Un buen ejemplo de la forma en que Kautsky concebía a la lucha proletaria lo encontramos en su concepto de «guerra de desgaste». La guerra de desgaste supone tres cosas: 1) la identidad preconstituida de la clase obrera; 2) una identidad igualmente preconstituida de la burguesía, que acrecienta o reduce su capacidad de dominio; 3) una línea de desarrollo prefijada, que da sentido tendencial a la guerra de desgaste. Esta estrategia ha sido comparada a la «guerra de posición» gramsciana, la cual presupone el concepto de «hegemonía». Esto presenta una paradoja. Por un lado este papel se acrecienta cada vez más, en la medida en que el hiato entre «conciencia actual» y «misión histórica» de la clase se amplía y sólo puede ser llenado desde el exterior, a través de una intervención política. Pero por otro lado, como la teoría en que la intervención política se funda como conciencia de una determinación necesaria y mecánica, el análisis se vuelve cada vez más determinista y economicista en la misma medida en que la constitución de las fuerzas históricas depende cada vez más de la mediación teórica.

Segunda respuesta a la crisis

El revisionismo


La respuesta ortodoxa (Bernstein) a la «crisis del marxismo» consistió, pues, en la superación de la escisión entre «tendencias observables del capitalismo» y «teoría» a través de la afirmación intransigente de la validez de la segunda y del carácter artificial o transitorio de las primeras.

Una teoría «revolucionaria» aísla a la clase obrera y remite a un futuro indeterminado todo cuestionamiento de las estructuras de poder existentes. El punto central de divergencia es que, mientras para los ortodoxos la superación de la fragmentación y división propias de la nueva etapa capitalista había de ser la resultante de un movimiento de la infraestructura, para el revisionismo había de resultar de una intervención política autónoma.

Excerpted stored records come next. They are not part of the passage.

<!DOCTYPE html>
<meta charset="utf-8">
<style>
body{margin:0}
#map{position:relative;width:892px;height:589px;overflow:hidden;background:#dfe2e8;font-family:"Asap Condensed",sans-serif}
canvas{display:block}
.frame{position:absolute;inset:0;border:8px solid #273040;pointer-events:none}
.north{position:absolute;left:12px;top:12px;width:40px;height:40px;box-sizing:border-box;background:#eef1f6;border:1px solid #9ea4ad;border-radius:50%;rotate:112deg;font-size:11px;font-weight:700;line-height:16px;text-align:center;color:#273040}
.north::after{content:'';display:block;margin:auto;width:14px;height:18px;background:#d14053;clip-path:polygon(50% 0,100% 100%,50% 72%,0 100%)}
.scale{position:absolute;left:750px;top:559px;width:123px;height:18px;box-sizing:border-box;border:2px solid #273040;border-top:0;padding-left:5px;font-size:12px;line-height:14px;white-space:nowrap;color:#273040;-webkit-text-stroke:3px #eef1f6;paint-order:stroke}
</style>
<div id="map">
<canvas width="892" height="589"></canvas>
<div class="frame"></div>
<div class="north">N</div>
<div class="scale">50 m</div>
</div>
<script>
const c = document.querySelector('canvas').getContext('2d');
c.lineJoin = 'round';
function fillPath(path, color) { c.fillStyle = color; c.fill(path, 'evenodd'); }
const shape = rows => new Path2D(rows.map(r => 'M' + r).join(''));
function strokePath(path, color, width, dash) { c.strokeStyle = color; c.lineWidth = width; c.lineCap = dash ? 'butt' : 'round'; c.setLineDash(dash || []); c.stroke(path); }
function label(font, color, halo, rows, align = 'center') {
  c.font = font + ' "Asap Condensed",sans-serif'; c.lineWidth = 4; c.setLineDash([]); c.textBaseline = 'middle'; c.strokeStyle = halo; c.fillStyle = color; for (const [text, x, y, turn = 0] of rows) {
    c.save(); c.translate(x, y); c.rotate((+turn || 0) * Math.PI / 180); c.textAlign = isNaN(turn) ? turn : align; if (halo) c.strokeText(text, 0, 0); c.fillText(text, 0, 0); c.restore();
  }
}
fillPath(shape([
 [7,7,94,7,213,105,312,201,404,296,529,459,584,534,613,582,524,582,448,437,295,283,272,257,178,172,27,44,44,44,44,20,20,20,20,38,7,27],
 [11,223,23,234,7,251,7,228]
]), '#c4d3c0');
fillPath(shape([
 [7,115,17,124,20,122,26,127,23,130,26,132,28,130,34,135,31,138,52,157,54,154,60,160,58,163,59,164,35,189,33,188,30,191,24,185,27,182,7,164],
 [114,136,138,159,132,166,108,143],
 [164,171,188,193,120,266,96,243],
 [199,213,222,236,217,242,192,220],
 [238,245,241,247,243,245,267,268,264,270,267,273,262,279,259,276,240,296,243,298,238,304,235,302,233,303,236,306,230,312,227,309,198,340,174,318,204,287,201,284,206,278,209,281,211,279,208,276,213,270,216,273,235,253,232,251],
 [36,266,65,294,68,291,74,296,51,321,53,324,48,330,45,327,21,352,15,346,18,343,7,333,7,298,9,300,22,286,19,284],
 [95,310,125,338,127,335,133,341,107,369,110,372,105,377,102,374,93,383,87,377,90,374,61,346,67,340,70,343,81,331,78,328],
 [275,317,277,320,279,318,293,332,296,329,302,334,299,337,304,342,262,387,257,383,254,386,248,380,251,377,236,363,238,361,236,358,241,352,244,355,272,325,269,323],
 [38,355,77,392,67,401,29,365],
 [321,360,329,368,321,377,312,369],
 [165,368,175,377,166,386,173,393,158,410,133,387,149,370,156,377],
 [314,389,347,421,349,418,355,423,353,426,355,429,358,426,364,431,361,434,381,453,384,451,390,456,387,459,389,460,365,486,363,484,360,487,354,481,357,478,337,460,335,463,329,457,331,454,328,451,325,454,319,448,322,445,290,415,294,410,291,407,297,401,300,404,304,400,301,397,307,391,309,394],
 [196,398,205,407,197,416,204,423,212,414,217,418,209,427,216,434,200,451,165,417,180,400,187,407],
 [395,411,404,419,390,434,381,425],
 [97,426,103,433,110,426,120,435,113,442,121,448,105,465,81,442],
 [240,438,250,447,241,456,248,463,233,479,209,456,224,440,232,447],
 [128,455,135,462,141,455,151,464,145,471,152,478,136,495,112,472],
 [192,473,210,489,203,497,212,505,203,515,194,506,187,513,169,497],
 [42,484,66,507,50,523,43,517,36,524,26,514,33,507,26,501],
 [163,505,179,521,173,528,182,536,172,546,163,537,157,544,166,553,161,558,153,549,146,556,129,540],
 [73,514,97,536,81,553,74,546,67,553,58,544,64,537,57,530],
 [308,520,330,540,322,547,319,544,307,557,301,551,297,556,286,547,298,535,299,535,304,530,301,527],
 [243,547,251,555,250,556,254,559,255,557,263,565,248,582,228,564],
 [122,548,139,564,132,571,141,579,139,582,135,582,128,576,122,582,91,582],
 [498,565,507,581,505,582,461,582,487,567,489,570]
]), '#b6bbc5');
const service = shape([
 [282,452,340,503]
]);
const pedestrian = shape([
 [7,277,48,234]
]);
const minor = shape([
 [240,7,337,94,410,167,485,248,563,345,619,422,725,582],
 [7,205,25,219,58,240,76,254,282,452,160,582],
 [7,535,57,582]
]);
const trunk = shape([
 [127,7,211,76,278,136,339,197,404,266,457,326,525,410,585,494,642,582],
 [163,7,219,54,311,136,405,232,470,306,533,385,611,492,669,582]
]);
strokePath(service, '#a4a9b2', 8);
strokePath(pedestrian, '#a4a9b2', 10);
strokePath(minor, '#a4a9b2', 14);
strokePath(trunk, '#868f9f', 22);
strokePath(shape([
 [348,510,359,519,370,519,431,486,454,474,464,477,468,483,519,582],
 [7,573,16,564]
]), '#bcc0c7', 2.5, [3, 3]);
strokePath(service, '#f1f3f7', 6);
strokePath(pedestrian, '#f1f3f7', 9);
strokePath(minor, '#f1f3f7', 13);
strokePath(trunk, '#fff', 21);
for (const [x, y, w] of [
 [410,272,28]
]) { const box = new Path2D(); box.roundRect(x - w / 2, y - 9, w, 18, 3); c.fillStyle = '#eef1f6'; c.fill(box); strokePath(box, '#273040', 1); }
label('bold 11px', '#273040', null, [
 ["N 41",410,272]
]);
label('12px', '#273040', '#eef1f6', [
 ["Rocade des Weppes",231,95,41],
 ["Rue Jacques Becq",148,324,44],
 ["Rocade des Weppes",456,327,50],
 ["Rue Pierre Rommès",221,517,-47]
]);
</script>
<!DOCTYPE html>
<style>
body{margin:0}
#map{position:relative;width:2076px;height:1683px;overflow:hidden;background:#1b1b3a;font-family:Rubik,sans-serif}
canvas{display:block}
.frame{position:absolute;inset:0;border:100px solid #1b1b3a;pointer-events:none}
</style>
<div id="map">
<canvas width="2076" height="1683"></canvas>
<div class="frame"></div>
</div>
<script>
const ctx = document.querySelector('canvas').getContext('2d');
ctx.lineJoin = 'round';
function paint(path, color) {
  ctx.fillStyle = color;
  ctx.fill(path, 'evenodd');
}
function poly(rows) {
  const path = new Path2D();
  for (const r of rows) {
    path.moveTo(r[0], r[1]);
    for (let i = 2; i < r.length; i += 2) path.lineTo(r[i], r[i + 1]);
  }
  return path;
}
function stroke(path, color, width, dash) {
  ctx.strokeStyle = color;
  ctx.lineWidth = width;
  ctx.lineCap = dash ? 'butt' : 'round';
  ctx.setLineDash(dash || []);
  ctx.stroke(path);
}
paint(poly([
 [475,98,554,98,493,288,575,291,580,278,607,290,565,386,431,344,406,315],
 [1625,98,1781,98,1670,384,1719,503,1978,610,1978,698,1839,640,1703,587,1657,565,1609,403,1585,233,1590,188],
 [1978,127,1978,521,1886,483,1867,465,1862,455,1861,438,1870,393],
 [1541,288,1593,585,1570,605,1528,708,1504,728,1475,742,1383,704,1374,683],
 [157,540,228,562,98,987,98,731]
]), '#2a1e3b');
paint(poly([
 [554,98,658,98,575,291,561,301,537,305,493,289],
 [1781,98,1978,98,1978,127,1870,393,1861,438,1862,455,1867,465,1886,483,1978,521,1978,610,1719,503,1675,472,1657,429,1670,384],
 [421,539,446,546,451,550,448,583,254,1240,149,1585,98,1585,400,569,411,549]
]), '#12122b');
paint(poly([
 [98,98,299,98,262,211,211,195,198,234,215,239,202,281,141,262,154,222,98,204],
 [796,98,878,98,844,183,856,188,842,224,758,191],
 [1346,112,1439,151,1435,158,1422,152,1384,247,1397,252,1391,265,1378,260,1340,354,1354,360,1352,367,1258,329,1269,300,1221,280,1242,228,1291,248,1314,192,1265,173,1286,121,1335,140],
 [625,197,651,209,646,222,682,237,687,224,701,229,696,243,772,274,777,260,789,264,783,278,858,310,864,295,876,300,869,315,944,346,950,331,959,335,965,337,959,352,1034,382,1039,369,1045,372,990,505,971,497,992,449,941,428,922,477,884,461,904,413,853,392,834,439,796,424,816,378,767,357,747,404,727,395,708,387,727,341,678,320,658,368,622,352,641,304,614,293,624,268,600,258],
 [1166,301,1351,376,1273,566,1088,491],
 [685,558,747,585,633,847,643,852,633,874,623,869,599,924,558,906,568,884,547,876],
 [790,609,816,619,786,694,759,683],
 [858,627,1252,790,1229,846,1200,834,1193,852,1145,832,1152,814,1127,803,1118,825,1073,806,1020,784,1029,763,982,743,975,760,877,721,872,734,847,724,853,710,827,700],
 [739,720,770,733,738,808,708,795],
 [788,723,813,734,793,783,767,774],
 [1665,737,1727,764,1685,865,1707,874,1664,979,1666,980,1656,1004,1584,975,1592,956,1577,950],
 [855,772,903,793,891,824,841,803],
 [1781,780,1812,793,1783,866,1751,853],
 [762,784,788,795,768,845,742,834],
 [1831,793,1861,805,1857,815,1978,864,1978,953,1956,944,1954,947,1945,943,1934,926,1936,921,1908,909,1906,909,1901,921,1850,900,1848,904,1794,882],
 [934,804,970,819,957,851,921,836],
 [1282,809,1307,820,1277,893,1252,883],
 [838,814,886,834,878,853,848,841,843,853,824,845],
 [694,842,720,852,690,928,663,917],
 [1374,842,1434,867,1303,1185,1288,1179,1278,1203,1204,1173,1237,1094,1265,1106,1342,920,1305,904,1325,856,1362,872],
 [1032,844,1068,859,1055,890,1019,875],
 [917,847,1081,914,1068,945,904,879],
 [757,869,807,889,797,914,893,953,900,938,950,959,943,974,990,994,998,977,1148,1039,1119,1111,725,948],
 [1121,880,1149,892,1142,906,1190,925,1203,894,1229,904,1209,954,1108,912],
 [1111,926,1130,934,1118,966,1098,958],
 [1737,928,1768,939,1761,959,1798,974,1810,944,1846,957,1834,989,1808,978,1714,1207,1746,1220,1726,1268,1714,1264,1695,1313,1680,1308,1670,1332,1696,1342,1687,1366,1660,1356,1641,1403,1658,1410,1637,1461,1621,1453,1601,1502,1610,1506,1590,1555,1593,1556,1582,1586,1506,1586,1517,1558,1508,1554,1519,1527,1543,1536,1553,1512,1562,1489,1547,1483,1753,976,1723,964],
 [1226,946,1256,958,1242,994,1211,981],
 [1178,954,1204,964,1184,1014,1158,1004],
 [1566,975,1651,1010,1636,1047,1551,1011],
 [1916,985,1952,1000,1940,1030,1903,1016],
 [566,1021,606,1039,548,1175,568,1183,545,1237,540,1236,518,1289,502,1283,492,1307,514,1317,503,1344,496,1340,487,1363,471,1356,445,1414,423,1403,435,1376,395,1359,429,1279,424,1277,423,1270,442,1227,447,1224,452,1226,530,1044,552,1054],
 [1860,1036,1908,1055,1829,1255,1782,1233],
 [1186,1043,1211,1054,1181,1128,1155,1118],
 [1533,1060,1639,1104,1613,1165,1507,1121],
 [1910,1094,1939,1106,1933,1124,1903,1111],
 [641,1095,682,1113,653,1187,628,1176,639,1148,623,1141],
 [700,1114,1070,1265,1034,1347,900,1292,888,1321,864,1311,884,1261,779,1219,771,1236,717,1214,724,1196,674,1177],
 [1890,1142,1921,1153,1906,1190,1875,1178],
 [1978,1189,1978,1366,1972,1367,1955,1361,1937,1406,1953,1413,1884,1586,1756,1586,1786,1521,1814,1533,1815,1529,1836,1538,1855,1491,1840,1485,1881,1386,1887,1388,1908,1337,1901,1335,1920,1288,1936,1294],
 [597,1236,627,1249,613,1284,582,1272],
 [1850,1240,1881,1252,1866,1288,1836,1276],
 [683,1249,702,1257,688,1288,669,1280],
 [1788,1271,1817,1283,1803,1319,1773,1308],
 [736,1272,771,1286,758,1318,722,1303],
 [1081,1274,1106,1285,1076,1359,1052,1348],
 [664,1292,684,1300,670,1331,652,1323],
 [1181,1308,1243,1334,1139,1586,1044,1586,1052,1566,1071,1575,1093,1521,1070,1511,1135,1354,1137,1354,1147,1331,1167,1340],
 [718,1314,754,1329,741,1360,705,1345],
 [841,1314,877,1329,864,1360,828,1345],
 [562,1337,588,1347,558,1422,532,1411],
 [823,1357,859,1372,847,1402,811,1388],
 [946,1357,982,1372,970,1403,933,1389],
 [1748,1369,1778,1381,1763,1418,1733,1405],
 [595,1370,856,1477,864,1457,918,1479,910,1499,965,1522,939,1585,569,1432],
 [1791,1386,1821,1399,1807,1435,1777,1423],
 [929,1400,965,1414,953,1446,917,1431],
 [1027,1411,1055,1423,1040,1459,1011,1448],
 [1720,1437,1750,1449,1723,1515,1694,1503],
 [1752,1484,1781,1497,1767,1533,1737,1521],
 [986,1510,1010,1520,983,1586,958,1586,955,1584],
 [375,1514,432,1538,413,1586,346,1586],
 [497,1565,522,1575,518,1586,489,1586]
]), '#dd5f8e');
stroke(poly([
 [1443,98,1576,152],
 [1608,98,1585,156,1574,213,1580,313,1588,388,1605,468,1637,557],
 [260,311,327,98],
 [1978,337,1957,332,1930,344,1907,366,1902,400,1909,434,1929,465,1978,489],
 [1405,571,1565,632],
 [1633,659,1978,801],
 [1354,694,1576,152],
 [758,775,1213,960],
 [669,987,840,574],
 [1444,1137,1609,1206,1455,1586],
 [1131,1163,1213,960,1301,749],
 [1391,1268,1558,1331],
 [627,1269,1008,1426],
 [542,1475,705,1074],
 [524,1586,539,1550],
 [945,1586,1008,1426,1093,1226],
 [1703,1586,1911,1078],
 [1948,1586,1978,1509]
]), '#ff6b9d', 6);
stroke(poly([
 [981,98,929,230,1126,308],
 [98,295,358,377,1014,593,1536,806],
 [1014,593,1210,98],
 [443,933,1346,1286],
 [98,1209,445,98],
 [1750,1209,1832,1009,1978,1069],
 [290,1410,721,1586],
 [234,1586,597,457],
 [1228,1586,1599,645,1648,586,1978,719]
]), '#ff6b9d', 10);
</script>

En este punto se presentan dos conclusiones: la primera, que los avances democráticos dentro del Estado dejan de ser acumulativos: pasan, por el contrario, a depender de una relación de fuerzas que es imposible determinar a priori. La lucha no es simplemente un combate por avances localizados, sino por formas de articulación de fuerzas que permitan consolidar esos avances y que son siempre reversibles. Si el obrero ya no es solamente el proletario, sino también el ciudadano, el consumidor, el participante en una pluralidad de posiciones dentro del aparato institucional y cultural de un país; y si, de otro lado, ese conjunto de posiciones ya no es unificado por ninguna «ley del progreso», entonces la relación entre las mismas pasa a ser una articulación abierta que nada nos garantiza a priori que adoptará una u otra forma determinada. En este caso, el avance democrático depende de una proliferación de iniciativas políticas en distintas áreas sociales.

Tercera respuesta a la crisis

El sindicalismo revolucionario


La atracción para Sorel sobre el marxismo, será la teoría de la formación de un nuevo agente —el proletariado— capaz de operar como fuerza aglutinante que reconstituya en torno a sí una forma más alta de civilización y detenga la declinación de la sociedad burguesa. Sorel observa que, el principal responsable de la fragmentación y dispersión de posiciones de sujeto con la que el marxismo se enfrentaba desde fines de siglo, era la democracia.

Para Sorel, por tanto, la posibilidad de una división dicotómica de la sociedad no se da como dato de la estructura social, sino como construcción al nivel de los «factores morales» de los enfrentamientos entre los grupos. Lo decisivo es que la identidad misma de los agentes sociales ha pasado a ser indeterminada y que toda «fijación mítica» de la misma depende de una lucha. El concepto de «hegemonía» tal como surgió en la socialdemocracia rusa, y que desde su punto de vista  fue menos radical.